An exact copy of the records is required, minus the pictures they hold.

##### DATA SECTION

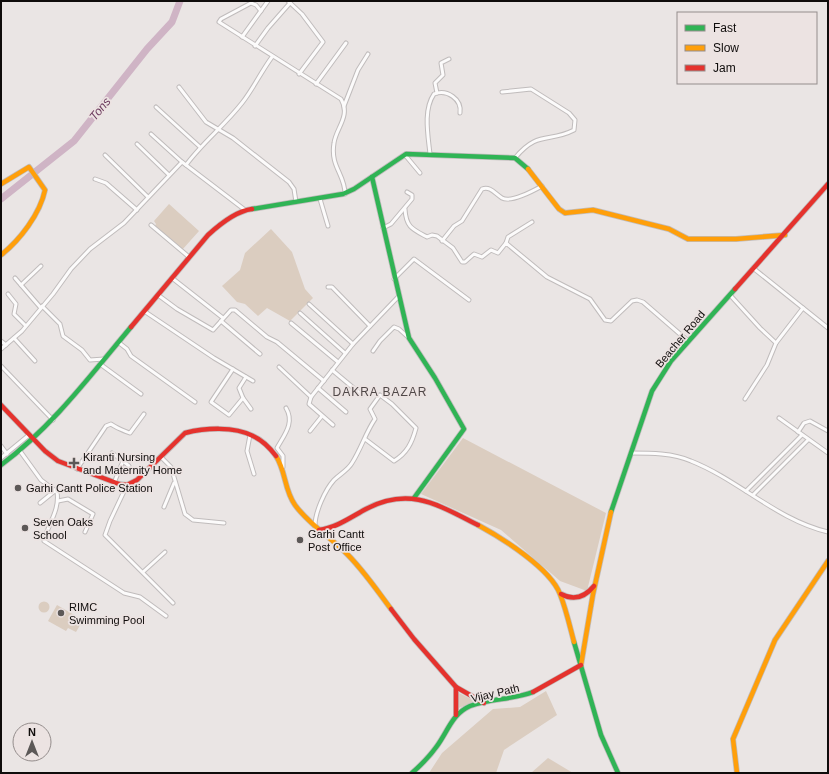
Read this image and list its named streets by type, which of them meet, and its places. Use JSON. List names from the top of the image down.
{
  "streets": {
    "street": ["Beacher Road", "Vijay Path"]
  },
  "crossings": [
    ["Beacher Road", "Vijay Path"]
  ],
  "districts": ["DAKRA BAZAR"],
  "water": ["Tons"],
  "places": {
    "health": ["Kiranti Nursing and Maternity Home"],
    "other": [
      "Garhi Cantt Police Station",
      "Seven Oaks School",
      "Garhi Cantt Post Office",
      "RIMC Swimming Pool"
    ]
  },
  "legend": ["Fast", "Slow", "Jam"],
  "north": "top"
}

##########

_SOLVED EXERCISE:_
Read this image and list its named streets by type, which of them meet, and its places. Use JSON. List names from the top of the image down.
{
  "streets": {
    "street": ["Beacher Road", "Vijay Path"]
  },
  "crossings": [
    ["Beacher Road", "Vijay Path"]
  ],
  "districts": ["DAKRA BAZAR"],
  "water": ["Tons"],
  "places": {
    "health": ["Kiranti Nursing and Maternity Home"],
    "other": [
      "Garhi Cantt Police Station",
      "Seven Oaks School",
      "Garhi Cantt Post Office",
      "RIMC Swimming Pool"
    ]
  },
  "legend": ["Fast", "Slow", "Jam"],
  "north": "top"
}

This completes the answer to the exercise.